Federal regulators are expected to sue the former New Jersey governor and liberal superstar, saying he should have detected $1.2 billion in customer funds that mysteriously vanished from MF Global, the investment firm he ran that went bankrupt in 2011. Since the Commodity Futures Trading Commission isn't interested in settling with the disgraced politician, Corzine faces the prospect of a lengthy legal battle, millions of dollars in fines and a prohibition on Wall Street trading.

It's a remarkable fall from grace for the chief executive whose name was once floated as a potential presidential candidate.Corzine's rags-to-riches story had all the makings of a Hollywood movie: The boy who grew up on a small-town farm and eventually became the chairman of Goldman Sachs, a governor and a U.S. senator. On top of an impressive resume, Corzine amassed a net worth of hundreds of millions of dollars.

Now former allies of the New Jersey Democrat are left puzzling what went wrong.

"It's one of the more staggering downfalls I've ever witnessed -- for anybody," a New York-based veteran Democratic strategist said. "This isn't just from the penthouse to the outhouse -- he's wishing for the outhouse."

When Republican Chris Christie won New Jersey's gubernatorial election, denying Corzine's bid for a second term in 2009, his consolation prize was another lucrative stint on Wall Street at MF Global. However, Corzine soon returned to Capitol Hill -- this time as the poster child for a financial sector run amok, subpoenaed to explain the downfall of the firm to incredulous lawmakers.
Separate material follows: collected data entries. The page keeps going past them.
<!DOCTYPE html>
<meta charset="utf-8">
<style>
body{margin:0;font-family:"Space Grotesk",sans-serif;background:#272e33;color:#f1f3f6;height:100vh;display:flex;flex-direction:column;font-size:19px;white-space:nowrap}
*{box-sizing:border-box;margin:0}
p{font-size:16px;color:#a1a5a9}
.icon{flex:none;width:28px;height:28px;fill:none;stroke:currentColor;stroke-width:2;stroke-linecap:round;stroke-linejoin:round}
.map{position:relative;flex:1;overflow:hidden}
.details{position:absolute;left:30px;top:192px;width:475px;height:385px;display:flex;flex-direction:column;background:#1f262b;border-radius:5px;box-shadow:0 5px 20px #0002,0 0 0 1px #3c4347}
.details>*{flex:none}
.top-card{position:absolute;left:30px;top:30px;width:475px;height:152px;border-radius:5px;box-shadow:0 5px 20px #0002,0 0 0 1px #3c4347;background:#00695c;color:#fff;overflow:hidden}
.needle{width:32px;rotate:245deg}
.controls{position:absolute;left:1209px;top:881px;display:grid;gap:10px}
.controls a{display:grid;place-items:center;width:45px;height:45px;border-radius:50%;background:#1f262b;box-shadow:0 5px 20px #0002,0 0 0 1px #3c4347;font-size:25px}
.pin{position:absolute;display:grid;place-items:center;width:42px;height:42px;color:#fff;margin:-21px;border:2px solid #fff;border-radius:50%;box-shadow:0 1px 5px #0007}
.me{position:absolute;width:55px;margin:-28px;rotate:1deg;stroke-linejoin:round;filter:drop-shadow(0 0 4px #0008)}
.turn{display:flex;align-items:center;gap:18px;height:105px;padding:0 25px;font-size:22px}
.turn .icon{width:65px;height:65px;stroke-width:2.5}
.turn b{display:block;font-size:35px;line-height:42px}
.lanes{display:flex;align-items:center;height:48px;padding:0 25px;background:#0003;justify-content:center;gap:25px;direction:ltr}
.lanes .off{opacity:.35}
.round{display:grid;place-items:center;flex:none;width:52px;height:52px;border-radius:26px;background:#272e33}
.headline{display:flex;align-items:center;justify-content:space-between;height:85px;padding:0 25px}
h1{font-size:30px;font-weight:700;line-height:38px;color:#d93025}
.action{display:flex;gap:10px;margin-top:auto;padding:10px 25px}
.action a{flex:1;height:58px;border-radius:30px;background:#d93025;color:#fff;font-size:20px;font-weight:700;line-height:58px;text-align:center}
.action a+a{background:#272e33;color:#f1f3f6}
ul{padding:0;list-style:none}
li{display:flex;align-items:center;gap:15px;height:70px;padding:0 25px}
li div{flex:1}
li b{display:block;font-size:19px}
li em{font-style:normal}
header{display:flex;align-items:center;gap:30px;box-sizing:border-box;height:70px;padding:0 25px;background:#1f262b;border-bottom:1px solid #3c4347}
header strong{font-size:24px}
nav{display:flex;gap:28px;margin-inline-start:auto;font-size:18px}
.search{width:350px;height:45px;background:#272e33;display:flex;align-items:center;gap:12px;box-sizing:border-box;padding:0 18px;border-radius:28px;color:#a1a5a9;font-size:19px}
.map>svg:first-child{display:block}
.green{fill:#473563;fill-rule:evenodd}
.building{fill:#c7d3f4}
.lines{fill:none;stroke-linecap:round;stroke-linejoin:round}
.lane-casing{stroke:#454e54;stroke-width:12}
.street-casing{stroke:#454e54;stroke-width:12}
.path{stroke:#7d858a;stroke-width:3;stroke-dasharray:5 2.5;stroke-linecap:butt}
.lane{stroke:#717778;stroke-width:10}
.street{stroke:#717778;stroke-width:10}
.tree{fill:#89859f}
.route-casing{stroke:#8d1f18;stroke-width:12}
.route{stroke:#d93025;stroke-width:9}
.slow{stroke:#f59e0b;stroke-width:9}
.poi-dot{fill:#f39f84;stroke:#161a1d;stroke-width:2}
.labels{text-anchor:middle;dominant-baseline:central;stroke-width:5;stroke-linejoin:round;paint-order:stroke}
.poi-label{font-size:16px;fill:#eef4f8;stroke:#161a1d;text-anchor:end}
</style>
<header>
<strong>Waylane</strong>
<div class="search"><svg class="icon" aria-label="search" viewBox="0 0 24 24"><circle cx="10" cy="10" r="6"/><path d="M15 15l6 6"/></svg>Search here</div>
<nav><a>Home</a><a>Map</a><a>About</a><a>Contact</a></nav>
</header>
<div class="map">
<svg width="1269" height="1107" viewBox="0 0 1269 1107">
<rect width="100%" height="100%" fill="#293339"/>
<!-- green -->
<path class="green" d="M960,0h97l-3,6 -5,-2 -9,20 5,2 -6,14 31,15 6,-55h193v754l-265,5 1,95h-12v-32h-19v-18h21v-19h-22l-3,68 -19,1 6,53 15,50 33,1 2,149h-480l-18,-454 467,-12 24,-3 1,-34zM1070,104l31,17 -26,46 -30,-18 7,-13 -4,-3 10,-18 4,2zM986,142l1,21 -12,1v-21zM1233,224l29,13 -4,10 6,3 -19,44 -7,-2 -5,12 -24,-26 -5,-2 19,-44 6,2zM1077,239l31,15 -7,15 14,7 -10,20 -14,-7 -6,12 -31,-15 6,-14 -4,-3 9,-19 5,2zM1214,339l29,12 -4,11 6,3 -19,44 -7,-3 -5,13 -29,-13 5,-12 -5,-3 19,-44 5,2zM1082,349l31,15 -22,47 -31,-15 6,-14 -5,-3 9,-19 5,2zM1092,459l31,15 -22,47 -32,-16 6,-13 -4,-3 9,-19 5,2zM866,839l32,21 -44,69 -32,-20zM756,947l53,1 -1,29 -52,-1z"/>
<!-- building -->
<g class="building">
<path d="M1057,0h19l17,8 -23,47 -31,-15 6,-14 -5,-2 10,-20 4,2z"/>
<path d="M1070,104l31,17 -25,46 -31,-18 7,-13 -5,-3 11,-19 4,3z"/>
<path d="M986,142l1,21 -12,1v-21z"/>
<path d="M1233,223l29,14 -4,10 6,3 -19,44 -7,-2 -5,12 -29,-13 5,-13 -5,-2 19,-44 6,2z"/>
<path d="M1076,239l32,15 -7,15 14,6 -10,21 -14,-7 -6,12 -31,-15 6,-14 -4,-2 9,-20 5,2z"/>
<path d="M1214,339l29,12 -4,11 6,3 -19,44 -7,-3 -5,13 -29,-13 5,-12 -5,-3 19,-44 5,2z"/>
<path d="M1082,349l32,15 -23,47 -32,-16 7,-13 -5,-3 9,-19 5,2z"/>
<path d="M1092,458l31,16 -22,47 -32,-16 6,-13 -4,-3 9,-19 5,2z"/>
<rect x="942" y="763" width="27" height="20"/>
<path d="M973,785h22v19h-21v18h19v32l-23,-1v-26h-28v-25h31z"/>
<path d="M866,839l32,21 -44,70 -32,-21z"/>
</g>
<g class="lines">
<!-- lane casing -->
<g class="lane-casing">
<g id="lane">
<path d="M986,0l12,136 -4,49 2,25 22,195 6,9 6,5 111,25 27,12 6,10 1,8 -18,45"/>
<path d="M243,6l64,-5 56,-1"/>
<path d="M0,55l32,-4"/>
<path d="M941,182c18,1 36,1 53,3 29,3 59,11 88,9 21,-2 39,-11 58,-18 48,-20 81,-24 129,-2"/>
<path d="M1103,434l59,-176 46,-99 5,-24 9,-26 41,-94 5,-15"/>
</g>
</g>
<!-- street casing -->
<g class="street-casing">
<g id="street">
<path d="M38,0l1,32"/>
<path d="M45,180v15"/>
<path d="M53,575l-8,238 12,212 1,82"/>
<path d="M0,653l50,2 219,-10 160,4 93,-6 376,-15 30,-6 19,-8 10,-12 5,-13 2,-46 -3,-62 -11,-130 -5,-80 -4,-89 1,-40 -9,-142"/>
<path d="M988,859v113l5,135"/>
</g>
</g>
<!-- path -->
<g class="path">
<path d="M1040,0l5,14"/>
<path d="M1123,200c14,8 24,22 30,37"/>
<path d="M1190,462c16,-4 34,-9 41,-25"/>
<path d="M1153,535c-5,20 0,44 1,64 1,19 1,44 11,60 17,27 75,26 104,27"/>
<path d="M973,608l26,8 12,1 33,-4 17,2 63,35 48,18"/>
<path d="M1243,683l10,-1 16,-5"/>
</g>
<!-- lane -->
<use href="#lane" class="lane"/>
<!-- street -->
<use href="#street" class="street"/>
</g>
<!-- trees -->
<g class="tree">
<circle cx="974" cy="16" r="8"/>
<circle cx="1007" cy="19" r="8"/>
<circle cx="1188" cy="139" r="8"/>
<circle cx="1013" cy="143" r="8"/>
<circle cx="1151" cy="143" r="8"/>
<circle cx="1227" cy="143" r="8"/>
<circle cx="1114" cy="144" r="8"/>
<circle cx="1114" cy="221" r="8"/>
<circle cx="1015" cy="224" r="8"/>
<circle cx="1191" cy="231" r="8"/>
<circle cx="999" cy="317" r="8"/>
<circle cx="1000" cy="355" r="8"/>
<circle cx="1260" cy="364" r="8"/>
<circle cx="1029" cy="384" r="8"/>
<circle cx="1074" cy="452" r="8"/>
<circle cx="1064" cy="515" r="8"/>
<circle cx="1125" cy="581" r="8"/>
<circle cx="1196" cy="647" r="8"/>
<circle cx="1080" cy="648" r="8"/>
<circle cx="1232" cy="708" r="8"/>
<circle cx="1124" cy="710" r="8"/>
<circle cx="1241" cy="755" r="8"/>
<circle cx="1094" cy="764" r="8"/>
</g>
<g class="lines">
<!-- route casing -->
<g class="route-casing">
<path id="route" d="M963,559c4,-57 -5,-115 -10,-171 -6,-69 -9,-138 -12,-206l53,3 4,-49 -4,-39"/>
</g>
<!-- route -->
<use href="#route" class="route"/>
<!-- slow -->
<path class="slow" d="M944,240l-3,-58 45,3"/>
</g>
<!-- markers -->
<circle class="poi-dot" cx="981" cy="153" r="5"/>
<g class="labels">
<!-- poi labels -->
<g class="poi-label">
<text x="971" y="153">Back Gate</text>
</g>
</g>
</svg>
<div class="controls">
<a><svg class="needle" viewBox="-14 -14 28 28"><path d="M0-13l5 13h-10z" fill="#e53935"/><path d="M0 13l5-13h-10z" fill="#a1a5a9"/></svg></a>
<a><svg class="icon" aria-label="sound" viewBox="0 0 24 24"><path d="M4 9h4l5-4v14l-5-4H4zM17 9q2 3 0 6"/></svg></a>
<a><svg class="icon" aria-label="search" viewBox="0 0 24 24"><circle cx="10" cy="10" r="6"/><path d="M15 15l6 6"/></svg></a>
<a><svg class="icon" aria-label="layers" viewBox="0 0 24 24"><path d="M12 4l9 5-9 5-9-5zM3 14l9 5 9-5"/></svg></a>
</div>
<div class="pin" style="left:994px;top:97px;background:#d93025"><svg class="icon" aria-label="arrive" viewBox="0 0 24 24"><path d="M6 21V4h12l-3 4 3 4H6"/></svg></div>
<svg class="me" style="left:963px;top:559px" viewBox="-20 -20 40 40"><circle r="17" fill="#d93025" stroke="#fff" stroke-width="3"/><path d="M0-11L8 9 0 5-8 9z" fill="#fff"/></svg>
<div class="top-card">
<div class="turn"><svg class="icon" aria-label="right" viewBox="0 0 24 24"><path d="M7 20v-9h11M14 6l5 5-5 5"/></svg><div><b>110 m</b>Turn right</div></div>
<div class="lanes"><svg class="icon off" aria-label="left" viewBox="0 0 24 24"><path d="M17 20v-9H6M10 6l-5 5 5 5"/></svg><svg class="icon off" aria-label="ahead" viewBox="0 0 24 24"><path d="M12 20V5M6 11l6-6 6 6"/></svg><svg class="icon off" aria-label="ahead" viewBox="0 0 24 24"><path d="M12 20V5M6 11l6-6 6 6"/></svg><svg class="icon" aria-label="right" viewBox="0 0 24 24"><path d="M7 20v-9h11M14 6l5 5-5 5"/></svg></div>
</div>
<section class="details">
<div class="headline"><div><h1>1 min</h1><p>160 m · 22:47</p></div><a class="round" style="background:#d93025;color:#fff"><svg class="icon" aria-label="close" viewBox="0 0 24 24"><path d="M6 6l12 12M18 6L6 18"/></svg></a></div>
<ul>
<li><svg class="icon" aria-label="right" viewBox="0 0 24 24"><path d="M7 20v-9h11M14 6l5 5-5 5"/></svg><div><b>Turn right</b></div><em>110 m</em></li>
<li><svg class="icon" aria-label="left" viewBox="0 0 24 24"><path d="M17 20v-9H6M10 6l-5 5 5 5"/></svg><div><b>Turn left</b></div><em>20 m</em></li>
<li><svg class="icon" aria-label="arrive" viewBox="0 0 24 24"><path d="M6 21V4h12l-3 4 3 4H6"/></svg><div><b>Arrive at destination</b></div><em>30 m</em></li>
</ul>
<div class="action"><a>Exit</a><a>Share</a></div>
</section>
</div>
The imminent lawsuit serves as a new low for the 66-year-old, whose surrogates are scrambling to protect Corzine's already-damaged reputation.

"The CFTC apparently intends to bring what would be an unprecedented and meritless civil enforcement action against Mr. Corzine," said Steven Goldberg, a spokesman for the former governor. "The CFTC has not alleged that Mr. Corzine engaged in any wrongdoing or directed anyone to engage in any wrongdoing with regard to customer funds."

Regulators aren't arguing that Corzine was directly responsible for one of the largest bankruptcies in U.S. history but that he failed to do anything to stop the historic hemorrhaging of investors' money.

For a man whose clout was built on extensive Wall Street and Washington connections -- and deep institutional knowledge in both settings -- such pleas of ignorance are difficult for former supporters to believe.

"It's almost like piling on at this point," the New York Democratic consultant said of Corzine's situation. "I mean, what else could possibly go wrong for him?"